Molecularly imprinted electrochemical sensor based on electropolymerized glycine under reduced graphene oxide for determination of monorhamnolipids

Abstract

In the present work, a molecularly imprinted electrochemical sensor containing polyglycine on poly-reduced graphene oxide (rGO) was developed to quantify monorhamnolipids (mono-RHL). Mono-RHL has a variety of applications, including use as a biosurfactant, bioremediation of pollutants, biodegradability of hydrocarbons, inhibition of biocidal activity, among others. The developed sensor is made of glassy carbon (GCE) and was coated with reduced graphene oxide (rGO), with electropolymerization of glycine (Gly). The parameters used in the molecular imprinting of the film were optimized, including the number of polymerization cycles, the concentration ratio [mono-RHL:Gly], the extraction time, the rebinding time and the rebinding pH. Electrochemical, microscopic and spectroscopic characterizations of the sensor were performed.
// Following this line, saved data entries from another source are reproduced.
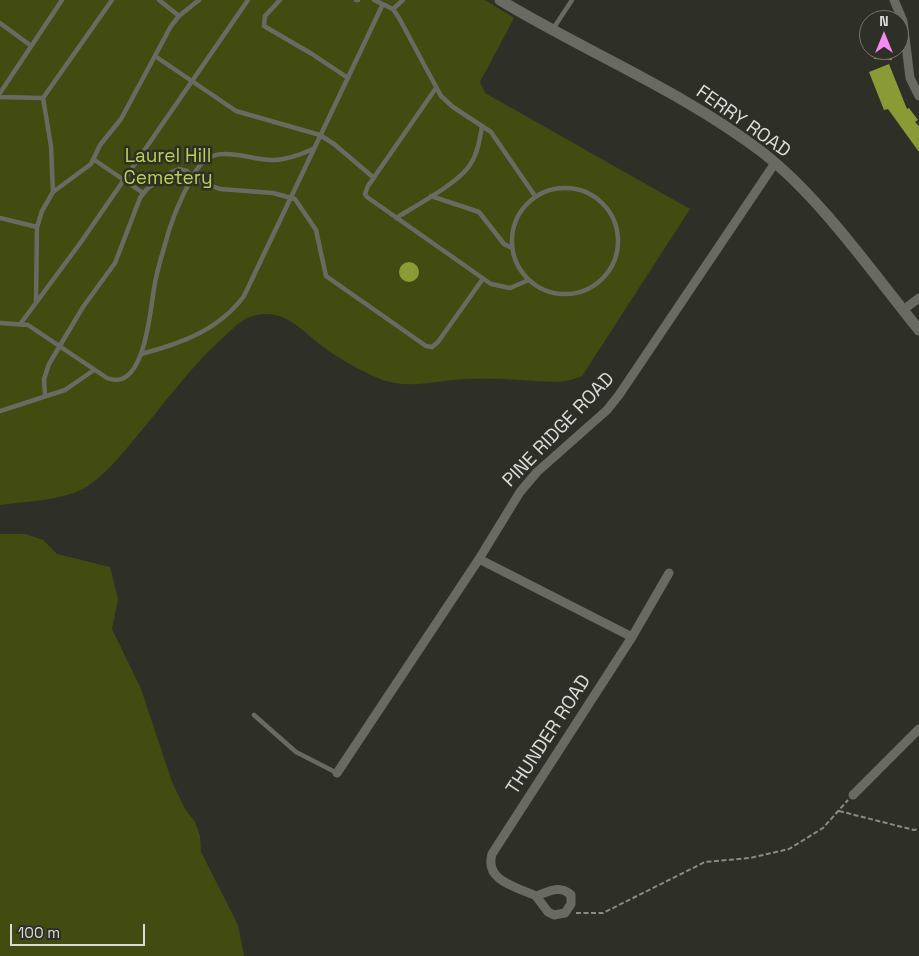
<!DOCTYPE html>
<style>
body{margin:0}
#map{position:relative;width:919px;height:956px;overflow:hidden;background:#2e3028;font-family:"Space Grotesk",sans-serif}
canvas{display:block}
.north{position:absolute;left:859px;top:10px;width:50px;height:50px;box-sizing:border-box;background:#2e3028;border:1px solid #73756e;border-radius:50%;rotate:0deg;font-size:14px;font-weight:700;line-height:20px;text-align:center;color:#dadcd7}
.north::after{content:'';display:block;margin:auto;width:18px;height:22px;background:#f489f1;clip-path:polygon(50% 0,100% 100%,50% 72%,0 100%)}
.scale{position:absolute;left:10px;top:924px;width:135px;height:22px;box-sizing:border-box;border:2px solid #dadcd7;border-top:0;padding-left:6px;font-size:15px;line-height:18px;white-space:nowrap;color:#dadcd7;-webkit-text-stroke:4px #2e3028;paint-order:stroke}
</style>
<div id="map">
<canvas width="919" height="956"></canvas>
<div class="north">N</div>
<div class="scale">100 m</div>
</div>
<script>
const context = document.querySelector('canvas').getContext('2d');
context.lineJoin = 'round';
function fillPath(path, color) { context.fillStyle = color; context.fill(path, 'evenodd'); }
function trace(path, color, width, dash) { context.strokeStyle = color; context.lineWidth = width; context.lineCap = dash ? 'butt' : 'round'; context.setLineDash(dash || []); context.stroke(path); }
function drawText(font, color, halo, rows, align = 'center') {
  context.font = font + ' "Space Grotesk",sans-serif'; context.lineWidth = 5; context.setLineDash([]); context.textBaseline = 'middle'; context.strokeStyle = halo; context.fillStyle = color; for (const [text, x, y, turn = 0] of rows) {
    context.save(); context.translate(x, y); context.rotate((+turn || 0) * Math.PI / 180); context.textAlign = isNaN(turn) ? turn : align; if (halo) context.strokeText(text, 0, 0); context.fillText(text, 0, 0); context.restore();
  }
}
fillPath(new Path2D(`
 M0,0h485l29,18 -34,64 5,11 205,116 -108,167 -11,4 -13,2c-30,-1 -61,-5 -91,-3 -33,1 -57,12 -89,-1 -19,-8 -40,-20 -56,-32 -21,-16 -38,-39 -69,-30 -10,2 -17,10 -25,17 -37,32 -65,73 -97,110 -12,15 -27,32 -43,43 -24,15 -61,15 -88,19z
 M0,534h26l17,6 14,14 53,13 8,32 -6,30 29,60 31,93 13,27 10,13 5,14 1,16 37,73 6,31h-244z`), '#424c11');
fillPath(new Path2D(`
 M874,50h18v10l-18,-1z
 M889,64l18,45 2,-1 9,12 -3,2 4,4v26l-31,-43 -4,1 -15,-38z
 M399 272a10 10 0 1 1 20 0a10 10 0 1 1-20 0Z`), '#8a9b36');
trace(new Path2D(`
 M839,811l75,19 5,-1
 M576,913h27l102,-51 45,-4 39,-9 34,-21 25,-28`), '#898b84', 2, [5, 2.5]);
trace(new Path2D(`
 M159,0l20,16
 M280,0l-15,16 -1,10 48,28 36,24
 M356,0h2
 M374,0l19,9 6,9 42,78 12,11 38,25 44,64
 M393,9l10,-9
 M0,23l30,22
 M553,29l19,-29
 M155,56l81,55 84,24 14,9 40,34
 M436,88l-68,98 -3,8 2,3 124,87 19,4 19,-8
 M0,93l62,-93
 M0,97l43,1
 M93,159l50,34
 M512 241a53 53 0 1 1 106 0a53 53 0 1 1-106 0Z
 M53,192l-2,-46 -8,-48 69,-98
 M431,196l48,16 25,32 8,4
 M0,218l37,9
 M396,218c19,-12 65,-36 75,-55 7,-11 9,-25 11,-37
 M36,301l1,-74 5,-16 11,-19 38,-28 9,-19 21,-26 50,-93 8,-10 20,-16
 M0,323l28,2 79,53c38,15 43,-68 47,-89 2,-14 6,-28 10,-41 6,-25 17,-51 30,-74 20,-35 49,-14 79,-14 14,0 27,-5 40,-11
 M21,323l60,-81 167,-242
 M141,354c39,-10 78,-24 103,-58l138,-290
 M45,395l-1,-16 5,-15 34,-57 32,-44 25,-65 7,-9 24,-17 8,-3 8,2 14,11 19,7 53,4 22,6 21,31 10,46 100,70 6,1 6,-5 44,-62
 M0,411l65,-21 29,-20
 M254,715l42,37 41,21`), '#696b63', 4.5);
trace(new Path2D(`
 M894,0l9,21 7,57 9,18
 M903,310l16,-12
 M479,559l153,78
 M337,773l142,-214 41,-67 17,-20 70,-62 12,-15 156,-232
 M853,795l66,-66
 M536,896l12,16 6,3 11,-2 6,-9v-9c-11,-11 -23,-3 -35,1 -19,-9 -52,-15 -44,-42l140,-217 37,-64`), '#696b63', 9);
trace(new Path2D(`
 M500,0c86,52 182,91 262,152 58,45 110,120 157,178`), '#696b63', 11);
drawText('19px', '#dadcd7', '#2e3028', [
 ["FERRY ROAD",743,122,35],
 ["PINE RIDGE ROAD",559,430,-46],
 ["THUNDER ROAD",549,735,-57]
]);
drawText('19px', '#bbd14e', '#2e3028', [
 ["Laurel Hill",168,157],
 ["Cemetery",168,179]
]);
</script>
The calibration curve was obtained in the concentration range 5.0 × 10−14–1.0 × 10−12 mol L−1, and the detection and quantification limits were calculated as 2.1 × 10−14 and 7.0 × 10−14 mol L−1, respectively, with a sensitivity of 217.5 μA/pmol L−1. The sensor is selective for mono-RHL and is evaluated with different interferents, having an impression factor (α) of 3.1. The sensor showed good repeatability, obtaining 7 different electrodes with a relative standard deviation (RSD) of 4.1 %. The sensor is also stable and can be reused up to 4 times, presenting a deviation of 7.5 % of the original current. The methodology was applied to a mono-RHL sample produced from Pseudomonas aeruginosa in a bioelectrochemical system, where a concentration of 10.9 × 10−6 mol L−1 was found. Recovery tests were performed obtaining values between 96.4 and 102.4 %.